May's authority is hanging by a thread after 30 members of her Conservative Party defied her instructions and voted for parliament to take control of the process. Three government ministers resigned rather than vote with the government.
The prime minister is continuing to push for approval of her deal with the EU even though the House of Commons overwhelmingly rejected it during votes in January and again in March.
Lawmakers who backed Monday's motion, which passed 329-302, hope to find an alternative that can command a majority in Parliament by holding a series of "indicative votes" on other options. Those alternatives include a "soft Brexit" that maintains close economic ties with the EU or scrapping Britain's departure altogether.

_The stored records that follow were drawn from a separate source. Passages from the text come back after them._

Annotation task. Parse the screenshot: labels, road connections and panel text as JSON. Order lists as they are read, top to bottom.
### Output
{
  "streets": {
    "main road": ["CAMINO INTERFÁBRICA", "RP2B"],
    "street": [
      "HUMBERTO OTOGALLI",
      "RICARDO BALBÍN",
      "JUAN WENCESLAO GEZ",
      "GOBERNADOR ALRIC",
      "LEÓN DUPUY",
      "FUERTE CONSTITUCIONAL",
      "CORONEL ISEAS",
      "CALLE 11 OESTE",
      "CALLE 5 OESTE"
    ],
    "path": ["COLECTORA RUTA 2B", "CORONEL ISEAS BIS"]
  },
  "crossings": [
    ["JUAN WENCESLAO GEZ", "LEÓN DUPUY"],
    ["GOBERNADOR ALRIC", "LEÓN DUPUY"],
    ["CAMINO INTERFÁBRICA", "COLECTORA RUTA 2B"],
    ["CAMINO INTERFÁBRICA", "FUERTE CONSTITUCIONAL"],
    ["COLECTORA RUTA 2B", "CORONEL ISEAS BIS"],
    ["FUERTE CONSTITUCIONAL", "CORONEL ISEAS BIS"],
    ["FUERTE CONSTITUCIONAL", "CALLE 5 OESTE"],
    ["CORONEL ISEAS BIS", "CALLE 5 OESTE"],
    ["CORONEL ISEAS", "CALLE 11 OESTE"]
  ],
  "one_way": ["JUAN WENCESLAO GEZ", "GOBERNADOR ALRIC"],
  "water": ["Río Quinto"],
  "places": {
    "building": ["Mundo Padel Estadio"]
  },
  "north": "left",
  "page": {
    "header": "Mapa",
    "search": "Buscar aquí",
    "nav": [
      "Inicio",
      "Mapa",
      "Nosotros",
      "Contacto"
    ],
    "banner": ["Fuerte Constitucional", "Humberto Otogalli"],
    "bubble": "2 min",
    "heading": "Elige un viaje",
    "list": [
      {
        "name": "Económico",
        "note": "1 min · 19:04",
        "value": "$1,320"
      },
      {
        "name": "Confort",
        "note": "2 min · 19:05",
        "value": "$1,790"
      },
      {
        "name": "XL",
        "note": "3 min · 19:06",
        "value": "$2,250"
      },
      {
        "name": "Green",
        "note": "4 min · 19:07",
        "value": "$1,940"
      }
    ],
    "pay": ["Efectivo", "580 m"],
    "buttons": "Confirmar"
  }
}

Richard Harrington, who resigned as a business minister to vote in favor of Monday's motion, accused the government of "playing roulette" with people's lives.
Cabinet ministers gathering Tuesday for their regular meeting are expected to demand that Conservative Party lawmakers be allowed to follow their consciences, rather than vote the party line, during the debate Wednesday on alternatives to the prime minister's deal.
"Parliament should seek urgently to resolve the situation by considering alternatives freely, without the instruction of party whips, and government should adopt any feasible outcome as its own in order to progress matters," said Alistair Burt, who quit his role in the Foreign Office after defying May on Monday.
"I did not believe the government was prepared to do that, so had to vote to ensure this happens."